Verder probeer ik publieke druk op te bouwen door een coalitie van academici, kunstenaars en media te organiseren. Ik heb verkennende gesprekken gehad met de producent van een succesvolle podcast (The Atlanta Monster, met 30 miljoen downloads) en met mensen in de filmindustrie (die dankzij gehaaide belastingmaatregelen deels tot verhuizing van Hollywood naar Atlanta is verleid). Een plaatselijk tijdschrift en de lokale radio interviewden mij. De gelouwerde journaliste Lauren Markham is in onderhandeling met landelijk bladen over een groot artikel over Christina, en een theatermaakster zoekt acteurs in Atlanta om zelf een stuk over haar te schrijven en op te voeren.

Verder reageerde de grootste universiteit van de staat Georgia gretig: op 23 oktober zal ik een presentatie houden voor de rechtenfaculteit van de Georgia State University, als opmaat naar de bestudering van de zaak-Boyer door de studenten.

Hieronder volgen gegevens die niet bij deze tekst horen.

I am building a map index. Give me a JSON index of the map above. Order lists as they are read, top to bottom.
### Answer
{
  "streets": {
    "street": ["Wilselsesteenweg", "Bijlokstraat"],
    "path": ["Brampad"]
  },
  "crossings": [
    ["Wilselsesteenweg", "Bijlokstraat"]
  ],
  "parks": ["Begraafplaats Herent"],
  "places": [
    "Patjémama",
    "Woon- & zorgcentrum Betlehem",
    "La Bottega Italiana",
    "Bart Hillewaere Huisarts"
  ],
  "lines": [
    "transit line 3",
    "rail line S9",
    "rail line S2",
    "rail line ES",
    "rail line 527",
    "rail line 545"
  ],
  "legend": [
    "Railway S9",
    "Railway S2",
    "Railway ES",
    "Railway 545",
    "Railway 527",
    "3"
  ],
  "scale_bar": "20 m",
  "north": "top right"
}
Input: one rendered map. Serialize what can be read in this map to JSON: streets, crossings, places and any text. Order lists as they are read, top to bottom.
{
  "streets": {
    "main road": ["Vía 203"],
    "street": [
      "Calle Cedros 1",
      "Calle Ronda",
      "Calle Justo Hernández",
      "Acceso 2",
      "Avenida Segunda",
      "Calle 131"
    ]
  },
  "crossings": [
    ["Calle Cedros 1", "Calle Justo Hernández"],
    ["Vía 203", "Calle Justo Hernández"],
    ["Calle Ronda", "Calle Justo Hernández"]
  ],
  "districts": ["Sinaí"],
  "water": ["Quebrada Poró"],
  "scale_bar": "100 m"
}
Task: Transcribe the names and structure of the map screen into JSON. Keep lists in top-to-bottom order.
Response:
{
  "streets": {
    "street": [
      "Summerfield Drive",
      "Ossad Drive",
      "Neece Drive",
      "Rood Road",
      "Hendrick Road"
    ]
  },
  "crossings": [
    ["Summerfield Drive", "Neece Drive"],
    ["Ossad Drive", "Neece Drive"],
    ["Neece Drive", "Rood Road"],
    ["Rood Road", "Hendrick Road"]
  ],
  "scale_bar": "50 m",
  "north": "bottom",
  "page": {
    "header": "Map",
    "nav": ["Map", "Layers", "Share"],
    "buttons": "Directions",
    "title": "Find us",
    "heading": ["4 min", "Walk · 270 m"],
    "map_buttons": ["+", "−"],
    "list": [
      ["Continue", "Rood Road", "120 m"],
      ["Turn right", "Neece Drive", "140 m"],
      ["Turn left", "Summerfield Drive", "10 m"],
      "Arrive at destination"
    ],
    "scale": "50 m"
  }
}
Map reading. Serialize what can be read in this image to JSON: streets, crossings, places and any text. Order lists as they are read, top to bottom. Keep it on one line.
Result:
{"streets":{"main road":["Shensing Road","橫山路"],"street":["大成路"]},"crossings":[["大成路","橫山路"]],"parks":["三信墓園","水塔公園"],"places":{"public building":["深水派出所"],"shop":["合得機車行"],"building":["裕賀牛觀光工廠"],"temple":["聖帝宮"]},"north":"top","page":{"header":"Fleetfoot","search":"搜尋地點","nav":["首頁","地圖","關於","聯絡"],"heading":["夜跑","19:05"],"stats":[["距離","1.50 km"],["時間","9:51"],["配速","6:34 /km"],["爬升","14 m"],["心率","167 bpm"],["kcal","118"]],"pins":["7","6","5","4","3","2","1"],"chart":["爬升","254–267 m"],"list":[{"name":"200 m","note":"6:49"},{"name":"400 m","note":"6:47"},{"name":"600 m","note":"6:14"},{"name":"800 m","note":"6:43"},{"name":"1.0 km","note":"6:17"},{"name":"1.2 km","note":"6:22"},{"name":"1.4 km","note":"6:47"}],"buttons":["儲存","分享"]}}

Misschien nog veelbelovender is de respons van een van ’s lands topuniversiteiten, Georgetown University in Washington D.C. Rechtenprofessor Marc Morjé Howard en zijn assistent Martin Tankleff – die zelf zeventien jaar onschuldig vast zat – geven leiding aan een ‘vrijspraakklas’. De studenten zullen zich voorjaar 2019 buigen over Christina’s zaak, en hun onderzoek zal het tweede seizoen van een zesdelige tv-serie worden.

Intussen kreeg ik op 1 oktober, twee dagen na Ambers virtuele dertigste verjaardag, het bericht dat de parole board Christina’s verzoek om voorwaardelijke invrijheidsstelling opnieuw heeft afgewezen: ‘Gegeven de ernst van uw misdrijf heeft u nog niet voldoende tijd gezeten.’ Zij zelf had de brief nog niet ontvangen en kreeg het nieuws telefonisch van mij. Haar hartverscheurende huilbui werd na vijf minuten afgebroken door een computerstem die mij bedankte voor het gesprek.

Over de auteur

Jan Banning (1954) is kunstenaar/fotograaf. Delen van Law&Order zijn gepubliceerd in o.a. Vrij Nederland. Vorige week brachten we zijn verhaal over Susan Kigula, een ter dood veroordeelde Oegandese die erin slaagde het rechtssysteem van haar land te veranderen, en vanavond in het kader van de Europese Dag tegen de Doodstraf een lezing houdt in Utrecht.

De doodstraf in de VS

31 van de 50 Amerikaanse staten plus de federale overheid en het leger kennen nog de doodstraf. In 2016 hebben acht staten – waaronder Georgia –daadwerkelijk executies doorgevoerd. Gemiddeld zitten veroordeelden vijftien jaar op Death Row.